Truth be told, the musical has been vastly overshadowed by its 1953 mega-successful film adaptation starring Marilyn Monroe and Jane Russell, which used a completely different script and very little of the original Jule Styne-Leo Robin score, merely the hit songs “Diamonds Are a Girl’s Best Friend,” “A Little Girl From Little Rock” (renamed “Two Little Girls from Little Rock”) and “Bye, Bye Baby.”
“Gentlemen Prefer Blondes” premiered right smack in the middle of the Rodgers & Hammerstein revolution, when musical comedies were becoming increasingly integrated and character-focused. Although a 1995 Broadway revival quickly crashed and burned, if directed with the right mix of sincerity and silliness, it can still entertain, which is exactly what John Rando’s breezy concert production at City Center Encores! managed to accomplish.
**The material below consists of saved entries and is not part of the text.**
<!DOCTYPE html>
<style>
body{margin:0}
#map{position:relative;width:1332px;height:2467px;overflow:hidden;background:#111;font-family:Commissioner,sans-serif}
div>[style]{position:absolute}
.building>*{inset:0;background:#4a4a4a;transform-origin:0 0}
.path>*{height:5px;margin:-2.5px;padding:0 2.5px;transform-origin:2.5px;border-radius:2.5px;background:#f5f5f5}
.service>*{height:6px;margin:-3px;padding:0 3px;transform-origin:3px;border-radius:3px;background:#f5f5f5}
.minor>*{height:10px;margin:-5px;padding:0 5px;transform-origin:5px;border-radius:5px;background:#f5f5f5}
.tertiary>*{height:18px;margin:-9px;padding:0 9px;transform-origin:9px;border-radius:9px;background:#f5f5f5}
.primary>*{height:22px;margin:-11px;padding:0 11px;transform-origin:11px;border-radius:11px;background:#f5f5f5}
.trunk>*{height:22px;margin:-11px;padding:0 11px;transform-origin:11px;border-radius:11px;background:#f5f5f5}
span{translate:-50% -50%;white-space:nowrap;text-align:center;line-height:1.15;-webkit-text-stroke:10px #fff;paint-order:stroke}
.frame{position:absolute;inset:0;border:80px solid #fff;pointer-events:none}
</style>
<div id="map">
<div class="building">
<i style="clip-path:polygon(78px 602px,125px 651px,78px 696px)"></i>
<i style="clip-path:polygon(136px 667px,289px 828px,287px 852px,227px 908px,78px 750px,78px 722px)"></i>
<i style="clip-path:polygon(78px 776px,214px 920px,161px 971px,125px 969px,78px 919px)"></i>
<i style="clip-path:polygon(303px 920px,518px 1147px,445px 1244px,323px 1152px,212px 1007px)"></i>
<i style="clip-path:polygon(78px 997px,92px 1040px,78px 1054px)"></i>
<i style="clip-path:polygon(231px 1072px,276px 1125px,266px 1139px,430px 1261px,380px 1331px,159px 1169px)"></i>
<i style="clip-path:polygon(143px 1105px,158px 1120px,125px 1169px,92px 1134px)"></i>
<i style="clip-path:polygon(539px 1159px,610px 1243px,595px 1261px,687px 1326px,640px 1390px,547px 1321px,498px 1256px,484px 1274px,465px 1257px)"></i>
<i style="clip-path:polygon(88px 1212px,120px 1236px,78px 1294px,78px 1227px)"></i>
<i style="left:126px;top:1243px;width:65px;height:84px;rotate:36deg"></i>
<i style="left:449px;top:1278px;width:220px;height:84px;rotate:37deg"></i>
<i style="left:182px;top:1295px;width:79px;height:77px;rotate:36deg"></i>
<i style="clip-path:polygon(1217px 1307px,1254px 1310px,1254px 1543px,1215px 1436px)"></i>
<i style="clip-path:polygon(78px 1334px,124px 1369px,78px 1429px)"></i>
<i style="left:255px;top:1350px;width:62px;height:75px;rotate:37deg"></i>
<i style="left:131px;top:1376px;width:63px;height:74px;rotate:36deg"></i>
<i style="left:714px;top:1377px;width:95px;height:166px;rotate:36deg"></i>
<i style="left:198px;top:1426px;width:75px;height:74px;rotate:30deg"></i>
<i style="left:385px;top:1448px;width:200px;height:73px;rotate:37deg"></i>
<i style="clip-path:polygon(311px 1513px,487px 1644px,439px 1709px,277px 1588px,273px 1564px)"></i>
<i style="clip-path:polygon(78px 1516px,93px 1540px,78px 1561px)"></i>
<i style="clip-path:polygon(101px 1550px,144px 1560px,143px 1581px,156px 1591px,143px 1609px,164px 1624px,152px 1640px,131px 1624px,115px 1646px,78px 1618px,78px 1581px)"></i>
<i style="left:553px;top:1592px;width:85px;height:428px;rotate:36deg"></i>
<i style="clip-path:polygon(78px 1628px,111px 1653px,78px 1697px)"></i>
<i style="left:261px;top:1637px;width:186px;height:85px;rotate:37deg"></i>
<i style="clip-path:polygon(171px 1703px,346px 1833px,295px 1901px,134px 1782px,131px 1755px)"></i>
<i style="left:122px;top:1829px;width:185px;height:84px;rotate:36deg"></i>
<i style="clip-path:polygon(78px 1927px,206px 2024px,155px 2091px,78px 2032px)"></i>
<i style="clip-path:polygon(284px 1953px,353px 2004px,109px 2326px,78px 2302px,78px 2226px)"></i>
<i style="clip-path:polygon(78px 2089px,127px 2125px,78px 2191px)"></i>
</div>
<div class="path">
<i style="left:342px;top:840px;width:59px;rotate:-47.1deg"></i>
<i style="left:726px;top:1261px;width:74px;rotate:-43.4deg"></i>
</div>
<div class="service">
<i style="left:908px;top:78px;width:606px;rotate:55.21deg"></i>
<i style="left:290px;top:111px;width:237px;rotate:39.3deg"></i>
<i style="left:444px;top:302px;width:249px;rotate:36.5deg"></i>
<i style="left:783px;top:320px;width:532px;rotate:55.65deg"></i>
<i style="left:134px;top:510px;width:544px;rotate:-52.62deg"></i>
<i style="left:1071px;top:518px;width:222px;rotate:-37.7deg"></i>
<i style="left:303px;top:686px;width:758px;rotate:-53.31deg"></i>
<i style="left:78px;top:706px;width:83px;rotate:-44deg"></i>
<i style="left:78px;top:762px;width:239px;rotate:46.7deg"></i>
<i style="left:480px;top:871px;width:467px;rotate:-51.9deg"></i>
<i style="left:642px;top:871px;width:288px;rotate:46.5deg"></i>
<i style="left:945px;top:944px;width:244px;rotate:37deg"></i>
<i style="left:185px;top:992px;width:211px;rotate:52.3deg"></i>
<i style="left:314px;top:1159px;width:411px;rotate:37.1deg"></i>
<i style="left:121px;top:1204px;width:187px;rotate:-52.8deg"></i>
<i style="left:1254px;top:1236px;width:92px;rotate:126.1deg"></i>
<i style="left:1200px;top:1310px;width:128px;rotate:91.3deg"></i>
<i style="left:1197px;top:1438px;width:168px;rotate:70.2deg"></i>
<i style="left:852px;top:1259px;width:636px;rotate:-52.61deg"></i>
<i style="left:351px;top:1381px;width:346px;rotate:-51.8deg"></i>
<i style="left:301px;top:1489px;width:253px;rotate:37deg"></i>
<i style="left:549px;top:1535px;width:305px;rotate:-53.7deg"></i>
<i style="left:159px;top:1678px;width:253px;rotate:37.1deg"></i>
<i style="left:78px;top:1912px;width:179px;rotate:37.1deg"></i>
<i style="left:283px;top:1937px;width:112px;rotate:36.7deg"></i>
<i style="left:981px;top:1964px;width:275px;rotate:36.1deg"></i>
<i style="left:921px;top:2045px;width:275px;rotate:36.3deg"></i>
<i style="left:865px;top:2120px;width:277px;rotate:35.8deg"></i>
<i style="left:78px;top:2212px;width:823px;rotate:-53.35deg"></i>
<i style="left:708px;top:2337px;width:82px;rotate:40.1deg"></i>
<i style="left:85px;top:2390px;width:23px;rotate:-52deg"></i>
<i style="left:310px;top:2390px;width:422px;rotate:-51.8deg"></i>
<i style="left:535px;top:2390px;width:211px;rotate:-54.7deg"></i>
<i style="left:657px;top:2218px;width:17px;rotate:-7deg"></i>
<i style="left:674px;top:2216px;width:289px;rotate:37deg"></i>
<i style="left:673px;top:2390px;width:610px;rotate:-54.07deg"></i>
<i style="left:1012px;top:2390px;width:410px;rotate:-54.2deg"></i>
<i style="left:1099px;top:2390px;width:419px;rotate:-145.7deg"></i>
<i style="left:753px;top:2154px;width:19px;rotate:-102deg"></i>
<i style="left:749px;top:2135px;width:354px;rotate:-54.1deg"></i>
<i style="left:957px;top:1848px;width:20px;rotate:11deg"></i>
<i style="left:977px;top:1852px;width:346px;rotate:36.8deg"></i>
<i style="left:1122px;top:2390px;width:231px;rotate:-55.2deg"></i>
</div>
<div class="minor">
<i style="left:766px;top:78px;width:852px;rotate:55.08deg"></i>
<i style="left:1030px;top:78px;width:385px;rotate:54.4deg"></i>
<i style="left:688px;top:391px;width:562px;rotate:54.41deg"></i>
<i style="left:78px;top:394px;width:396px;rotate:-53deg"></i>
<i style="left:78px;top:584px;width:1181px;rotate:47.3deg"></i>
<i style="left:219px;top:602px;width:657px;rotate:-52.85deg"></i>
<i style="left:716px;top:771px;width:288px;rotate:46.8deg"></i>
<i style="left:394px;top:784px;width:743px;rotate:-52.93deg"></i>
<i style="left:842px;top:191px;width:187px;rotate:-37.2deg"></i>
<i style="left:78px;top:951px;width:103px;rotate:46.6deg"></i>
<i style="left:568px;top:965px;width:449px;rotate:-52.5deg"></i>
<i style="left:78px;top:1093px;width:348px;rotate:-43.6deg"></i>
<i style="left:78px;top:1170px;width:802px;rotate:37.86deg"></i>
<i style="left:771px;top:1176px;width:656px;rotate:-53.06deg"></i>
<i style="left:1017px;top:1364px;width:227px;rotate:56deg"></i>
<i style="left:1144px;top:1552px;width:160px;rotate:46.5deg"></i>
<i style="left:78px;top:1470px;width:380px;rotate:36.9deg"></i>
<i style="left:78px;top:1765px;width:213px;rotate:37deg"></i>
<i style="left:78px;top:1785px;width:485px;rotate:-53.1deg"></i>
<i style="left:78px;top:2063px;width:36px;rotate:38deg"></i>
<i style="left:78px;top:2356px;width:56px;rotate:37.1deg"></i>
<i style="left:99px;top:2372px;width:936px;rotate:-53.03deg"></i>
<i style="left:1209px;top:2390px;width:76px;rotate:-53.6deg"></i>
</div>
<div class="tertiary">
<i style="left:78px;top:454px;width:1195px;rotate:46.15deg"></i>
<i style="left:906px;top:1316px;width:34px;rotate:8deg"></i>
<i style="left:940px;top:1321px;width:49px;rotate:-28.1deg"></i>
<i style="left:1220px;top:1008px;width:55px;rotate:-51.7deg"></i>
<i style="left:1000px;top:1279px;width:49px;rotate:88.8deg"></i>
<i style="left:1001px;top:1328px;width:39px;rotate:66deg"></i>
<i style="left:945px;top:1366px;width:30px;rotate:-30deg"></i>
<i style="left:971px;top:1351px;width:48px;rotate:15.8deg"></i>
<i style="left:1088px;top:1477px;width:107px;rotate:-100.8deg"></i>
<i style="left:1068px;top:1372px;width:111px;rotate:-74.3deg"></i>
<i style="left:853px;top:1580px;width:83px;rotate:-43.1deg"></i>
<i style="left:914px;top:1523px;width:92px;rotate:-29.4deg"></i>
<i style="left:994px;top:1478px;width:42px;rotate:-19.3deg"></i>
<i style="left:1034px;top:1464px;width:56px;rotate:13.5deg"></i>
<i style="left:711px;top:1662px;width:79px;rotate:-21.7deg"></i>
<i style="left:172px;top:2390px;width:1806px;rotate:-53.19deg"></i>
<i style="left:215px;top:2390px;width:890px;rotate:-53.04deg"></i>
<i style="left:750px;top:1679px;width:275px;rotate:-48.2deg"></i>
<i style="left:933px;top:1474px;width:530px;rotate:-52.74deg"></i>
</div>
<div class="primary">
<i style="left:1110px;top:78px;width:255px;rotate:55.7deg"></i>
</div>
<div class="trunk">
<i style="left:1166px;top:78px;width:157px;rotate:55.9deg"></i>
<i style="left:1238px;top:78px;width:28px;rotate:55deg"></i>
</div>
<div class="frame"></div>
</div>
After an Encores! season that began with the Stephen Sondheim gem “Merrily We Roll Along” followed by the Rodgers & Hammerstein flop “Pipe Dream,” it was a relief to just sit back and enjoy this jovial show, which is marked by Randy Skinner’s characteristically polished and showstopping choreography.
In a neat bit of casting, Megan Hilty, whose character on the television series “Smash” longs to play Marilyn Monroe in a Broadway musical based on her life, was cast as Lorelei Lee. But unlike Monroe, Hilty has a strong belting voice that can handle the show’s entire score. She played Lorelei like a giddy child who is aware of her busty sexual prowess but still believably innocent. Although she doesn’t land some of the one-liners, she was terrific in the role.
Rachel York was dynamic as Lorelei's pal Dorothy Shaw, a sexpot looking for a good time instead of a secure financial future. Anyone who saw "The Drowsy Chaperone" probably noted York’s uncanny resemblance to Beth Leavel, whose character also acted as a chaperone to a companion about to be married.
As always, the Encores! orchestra, under the baton of Rob Berman, sounded fabulous, capturing the lush sound of Don Walker’s orchestrations. While “Gentlemen Prefer Blondes” might be just a bit too madcap and unintegrated to succeed as a full-scale Broadway revival, it made a perfectly enjoyable Encores! production that should not have been missed.
“Gentlemen Prefer Blondes” played New York City Center. 131 W. 55th St., citycenter.org.